Зато оба здания впоследствии лишились своей изначальной функции, оттого что правителям двух стран показалось, что современный человек в храмах традиционной религии, по крайней мере таких больших, уже не нуждается. В конце XIX века (Третья республика) церковь Святой Женевьевы стала Пантеоном – местом упокоения великих людей Франции (Монферрану, кстати, не удалось получить разрешение на устройство в петербургском храме даже одной могилы, своей). Исаакий отобрали у верующих немного позже, при советской власти, причем по примеру парижан подвесили в нем маятник Фуко – между прочим, самый длинный в мире. А ведь впервые свой опыт французский физик продемонстрировал именно в церкви Святой Женевьевы. В России же, по замыслу новой власти, посетители музея должны были воочию убедиться в механическом устройстве вселенной, не подвластном никакой религии. И при всей абсурдности соседства архитектурного памятника с подвижным агрегатом лучшего выражения идеи центра города – да что там города, всего мироздания (здесь, не в Москве!) – не придумаешь. Можно пожалеть, что в 1986 году маятник демонтировали, спрятав в тамбуре западного портала, тяжелые двери которого никогда не открывают. Что же до его парижского собрата, он, напротив, недавно воссоздан. Исаакиевский собор так и не возвратился полностью в лоно церкви – службы в нем проходят лишь по большим праздникам, зато музей работает постоянно. Слишком большой храм служит выставкой изделий из полудрагоценных камней, смотровой площадкой и просто ориентиром, заметным издалека. Ну и, конечно, символом старого классического Петербурга. Иван Саблин
   
Местный
Зодчий

Огюст Монферран
(1786–1858)

Огюст Монферран один в один повторил судьбу своего соотечественника Тома де Томона. Спустя поколение он тоже добился высочайшей благосклонности уже одной принадлежностью к французской нации, почитаемой тогда в России за собрание каких-то сверхчеловеков, – и это несмотря на кровопролитные войны с Наполеоном, произошедшие незадолго до того. Монферрану не пришлось, как Томону, подделывать подписи на чужих проектах, но и в его случае звание архитектора не было подкреплено ни формальным свидетельством, ни какой-либо демонстрацией навыков. Монферран пошел другим путем: он польстил царю, преподнеся альбом с пятьюдесятью (!) набросками некоего большого храма в разных стилях. Такое усердие Александр I не мог не оценить, утвердив один из представленных вариантов. Альбом, кстати, сохранился, но не опубликован, а жаль. Было бы интересно увидеть все варианты, ведь и самый искушенный современник Монферрана едва ли знал такое количество стилей. Успех неуклонно сопутствовал архитектору. Даже когда стало понятно, что задуманная им конструкция с использованием остатков прежней постройки никуда не годится, царь все равно не отставил его, напротив, повелел другим, более опытным зодчим помогать Монферрану. В дальнейшем архитектор, как бы ни был загружен работами над основной постройкой, брал и другие заказы, но уж только у самых знатных вельмож: князей Гагариных, князей Демидовых. Поэтому немногочисленные его творения почти все находятся в одном месте, в самом центре Петербурга, подобно планетам Солнечной системы окружая солнце – Исаакий. Монферрану действительно поначалу не хватало технических навыков, но к окончанию строительства собора зодчий уже мог считаться одним из опытнейших мастеров Европы. Выходит, что грандиозная стройка стала его университетами, пусть выпускной экзамен едва ли был сдан на отлично. Речь может идти лишь о твердой четверке… хотя, конечно, большинство горожан с этим не согласятся.

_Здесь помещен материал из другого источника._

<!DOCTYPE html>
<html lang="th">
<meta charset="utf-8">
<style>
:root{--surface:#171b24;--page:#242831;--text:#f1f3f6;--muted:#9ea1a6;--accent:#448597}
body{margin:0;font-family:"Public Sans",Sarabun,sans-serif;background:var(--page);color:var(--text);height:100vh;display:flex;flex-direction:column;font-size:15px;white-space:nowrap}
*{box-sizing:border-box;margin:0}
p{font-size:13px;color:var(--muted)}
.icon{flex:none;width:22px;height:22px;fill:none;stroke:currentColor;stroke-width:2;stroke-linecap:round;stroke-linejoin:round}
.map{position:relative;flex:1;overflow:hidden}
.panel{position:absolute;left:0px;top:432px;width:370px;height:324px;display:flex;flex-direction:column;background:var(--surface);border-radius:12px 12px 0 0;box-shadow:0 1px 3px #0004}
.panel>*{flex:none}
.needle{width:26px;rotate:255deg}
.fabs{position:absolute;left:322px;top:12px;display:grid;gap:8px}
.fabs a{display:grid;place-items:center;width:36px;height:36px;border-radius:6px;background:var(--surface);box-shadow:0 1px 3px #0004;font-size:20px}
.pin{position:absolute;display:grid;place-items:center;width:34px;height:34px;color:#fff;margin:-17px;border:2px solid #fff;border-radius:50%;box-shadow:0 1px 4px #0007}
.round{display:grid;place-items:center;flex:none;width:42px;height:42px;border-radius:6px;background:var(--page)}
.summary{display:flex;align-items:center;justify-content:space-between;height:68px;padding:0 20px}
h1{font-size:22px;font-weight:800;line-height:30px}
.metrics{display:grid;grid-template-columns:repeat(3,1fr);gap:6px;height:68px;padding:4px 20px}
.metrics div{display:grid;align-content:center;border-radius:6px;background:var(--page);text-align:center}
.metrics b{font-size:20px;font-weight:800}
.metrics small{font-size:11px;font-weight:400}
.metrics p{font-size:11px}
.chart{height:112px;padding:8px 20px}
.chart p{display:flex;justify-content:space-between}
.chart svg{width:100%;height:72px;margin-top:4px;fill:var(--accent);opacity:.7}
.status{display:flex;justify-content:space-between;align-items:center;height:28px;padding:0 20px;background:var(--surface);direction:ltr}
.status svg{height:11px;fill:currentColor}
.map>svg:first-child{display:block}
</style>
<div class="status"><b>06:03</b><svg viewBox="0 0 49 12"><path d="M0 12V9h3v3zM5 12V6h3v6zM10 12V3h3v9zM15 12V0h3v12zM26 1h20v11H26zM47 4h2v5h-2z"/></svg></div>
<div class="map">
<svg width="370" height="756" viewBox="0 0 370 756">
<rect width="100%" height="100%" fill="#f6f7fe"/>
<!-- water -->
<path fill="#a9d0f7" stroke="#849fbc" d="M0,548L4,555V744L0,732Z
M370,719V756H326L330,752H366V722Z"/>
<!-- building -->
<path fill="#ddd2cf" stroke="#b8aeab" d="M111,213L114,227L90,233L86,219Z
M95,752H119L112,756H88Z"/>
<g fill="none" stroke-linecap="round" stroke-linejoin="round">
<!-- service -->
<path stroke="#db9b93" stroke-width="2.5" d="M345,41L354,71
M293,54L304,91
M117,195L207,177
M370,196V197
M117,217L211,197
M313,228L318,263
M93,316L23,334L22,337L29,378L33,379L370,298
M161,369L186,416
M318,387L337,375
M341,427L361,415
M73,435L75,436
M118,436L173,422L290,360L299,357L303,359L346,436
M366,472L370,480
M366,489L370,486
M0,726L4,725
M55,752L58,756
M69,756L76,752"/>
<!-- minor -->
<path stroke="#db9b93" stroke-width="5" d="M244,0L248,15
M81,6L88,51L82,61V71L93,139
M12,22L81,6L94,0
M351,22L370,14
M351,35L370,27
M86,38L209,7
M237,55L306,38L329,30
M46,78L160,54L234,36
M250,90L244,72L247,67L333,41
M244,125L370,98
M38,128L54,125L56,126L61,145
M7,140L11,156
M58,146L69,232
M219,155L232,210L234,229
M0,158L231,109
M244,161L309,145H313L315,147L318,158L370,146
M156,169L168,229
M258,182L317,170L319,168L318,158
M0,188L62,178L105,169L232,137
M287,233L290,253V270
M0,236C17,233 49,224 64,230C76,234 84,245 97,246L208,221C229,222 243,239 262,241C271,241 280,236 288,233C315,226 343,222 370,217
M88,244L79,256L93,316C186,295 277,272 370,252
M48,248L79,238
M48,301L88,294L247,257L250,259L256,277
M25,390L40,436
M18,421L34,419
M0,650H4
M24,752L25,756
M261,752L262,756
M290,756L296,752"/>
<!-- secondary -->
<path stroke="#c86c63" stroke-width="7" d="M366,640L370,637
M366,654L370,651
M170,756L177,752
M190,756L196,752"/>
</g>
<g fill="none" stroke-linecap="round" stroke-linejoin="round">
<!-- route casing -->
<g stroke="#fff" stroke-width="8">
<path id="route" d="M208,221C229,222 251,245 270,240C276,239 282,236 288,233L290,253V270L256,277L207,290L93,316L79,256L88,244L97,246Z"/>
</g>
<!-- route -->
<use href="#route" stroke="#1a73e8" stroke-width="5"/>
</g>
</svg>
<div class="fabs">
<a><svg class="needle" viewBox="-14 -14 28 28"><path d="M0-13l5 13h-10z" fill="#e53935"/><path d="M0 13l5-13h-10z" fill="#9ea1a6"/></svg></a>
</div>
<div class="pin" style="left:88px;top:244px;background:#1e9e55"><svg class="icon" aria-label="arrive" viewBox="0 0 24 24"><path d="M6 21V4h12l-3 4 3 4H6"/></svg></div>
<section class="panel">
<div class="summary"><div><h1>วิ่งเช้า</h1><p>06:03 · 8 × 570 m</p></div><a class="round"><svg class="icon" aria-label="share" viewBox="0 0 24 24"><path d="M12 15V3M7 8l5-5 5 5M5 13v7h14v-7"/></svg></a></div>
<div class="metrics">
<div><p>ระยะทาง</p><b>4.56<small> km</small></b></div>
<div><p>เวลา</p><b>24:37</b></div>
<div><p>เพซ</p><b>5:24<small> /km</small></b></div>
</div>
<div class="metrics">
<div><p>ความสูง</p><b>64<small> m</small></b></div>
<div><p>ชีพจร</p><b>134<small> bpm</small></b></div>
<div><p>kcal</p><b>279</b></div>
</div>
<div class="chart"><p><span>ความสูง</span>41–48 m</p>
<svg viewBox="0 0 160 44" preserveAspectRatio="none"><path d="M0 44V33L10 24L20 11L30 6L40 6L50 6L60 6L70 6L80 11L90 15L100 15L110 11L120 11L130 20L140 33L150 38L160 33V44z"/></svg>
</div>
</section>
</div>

На западном портике Огюст Монферран изображен в античной тоге с моделью собора в руках


Небесная механика
Маятник Фуко, наглядно демонстрировавший вращение Земли, был гвоздем экспозиции Антирелигиозного музея. На полу устроили круговую площадку с насечками, по которой было заметно, что плоскость качания огромного маятника поворачивается по часовой стрелке. Снимок 1948 года хорошо передает атмосферу эксперимента: экскурсовод мудрено объясняет принцип действия, посетители, хмуря лбы, пытаются вникнуть, дети не дыша следят за шаром, который с каждым махом приближается к поставленному гидом бруску. Наконец брусок сбит, что вызывает коллективный вздох облегчения. А все-таки она вертится!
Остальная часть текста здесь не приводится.